● Your objective
Please say how many lines in the records below contain the word "Bisnis", giving the number alone.

Collected data entries:
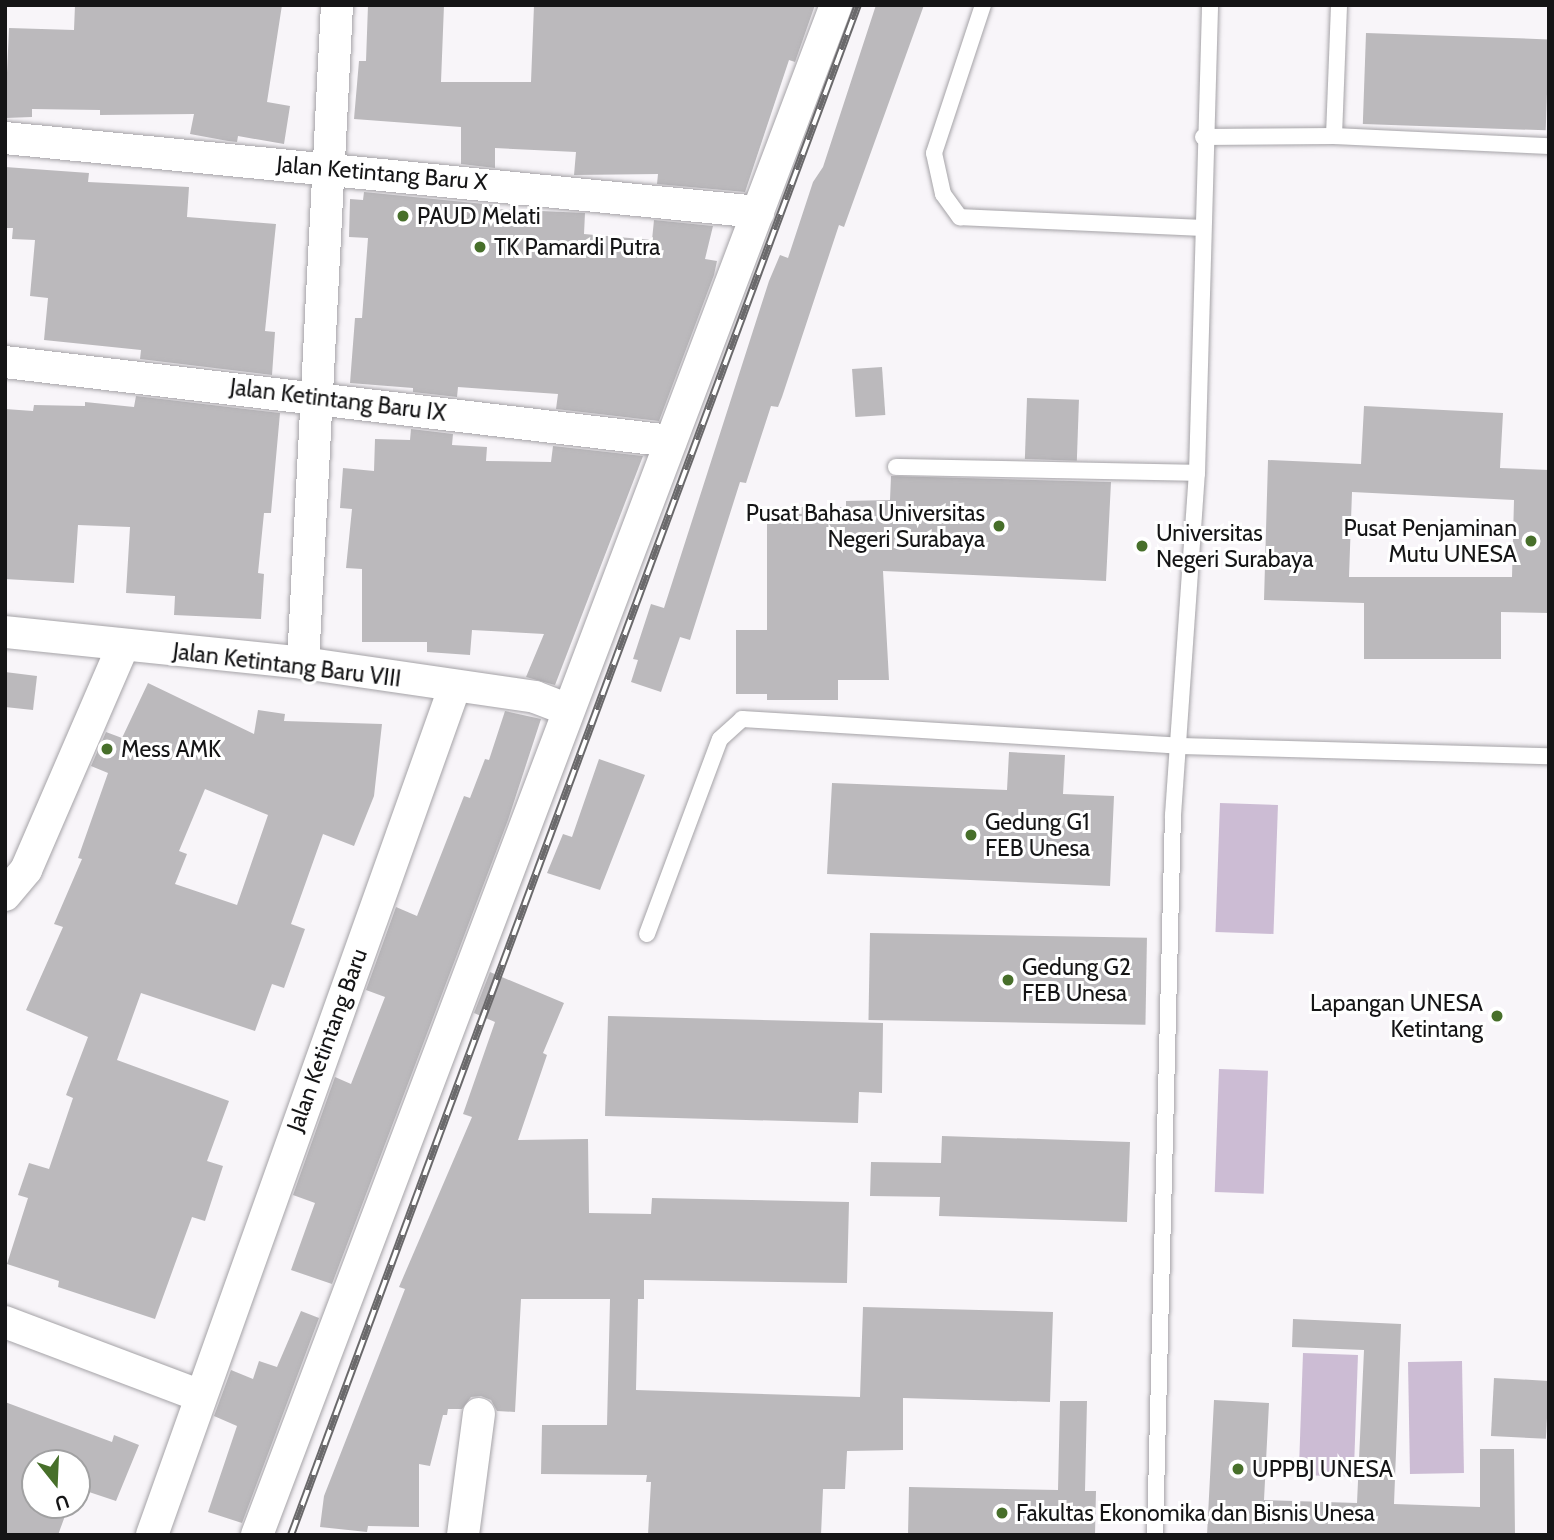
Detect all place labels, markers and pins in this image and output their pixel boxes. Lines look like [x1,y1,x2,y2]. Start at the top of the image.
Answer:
place label: PAUD Melati [417,202,541,230]
marker: PAUD Melati [395,208,411,224]
place label: TK Pamardi Putra [494,233,660,261]
marker: TK Pamardi Putra [472,239,488,255]
place label: Pusat Bahasa Universitas Negeri Surabaya [746,499,985,553]
place label: Pusat Penjaminan Mutu UNESA [1343,514,1517,568]
marker: Pusat Bahasa Universitas Negeri Surabaya [991,518,1007,534]
place label: Universitas Negeri Surabaya [1156,519,1314,573]
marker: Pusat Penjaminan Mutu UNESA [1523,533,1539,549]
marker: Universitas Negeri Surabaya [1134,538,1150,554]
place label: Mess AMK [121,735,221,763]
marker: Mess AMK [99,741,115,757]
place label: Gedung G1 FEB Unesa [985,808,1090,862]
marker: Gedung G1 FEB Unesa [963,827,979,843]
place label: Gedung G2 FEB Unesa [1022,953,1131,1007]
marker: Gedung G2 FEB Unesa [1000,972,1016,988]
place label: Lapangan UNESA Ketintang [1310,989,1483,1043]
marker: Lapangan UNESA Ketintang [1489,1008,1505,1024]
place label: UPPBJ UNESA [1252,1455,1393,1483]
marker: UPPBJ UNESA [1230,1461,1246,1477]
place label: Fakultas Ekonomika dan Bisnis Unesa [1016,1499,1375,1527]
marker: Fakultas Ekonomika dan Bisnis Unesa [994,1505,1010,1521]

● Result of the task
2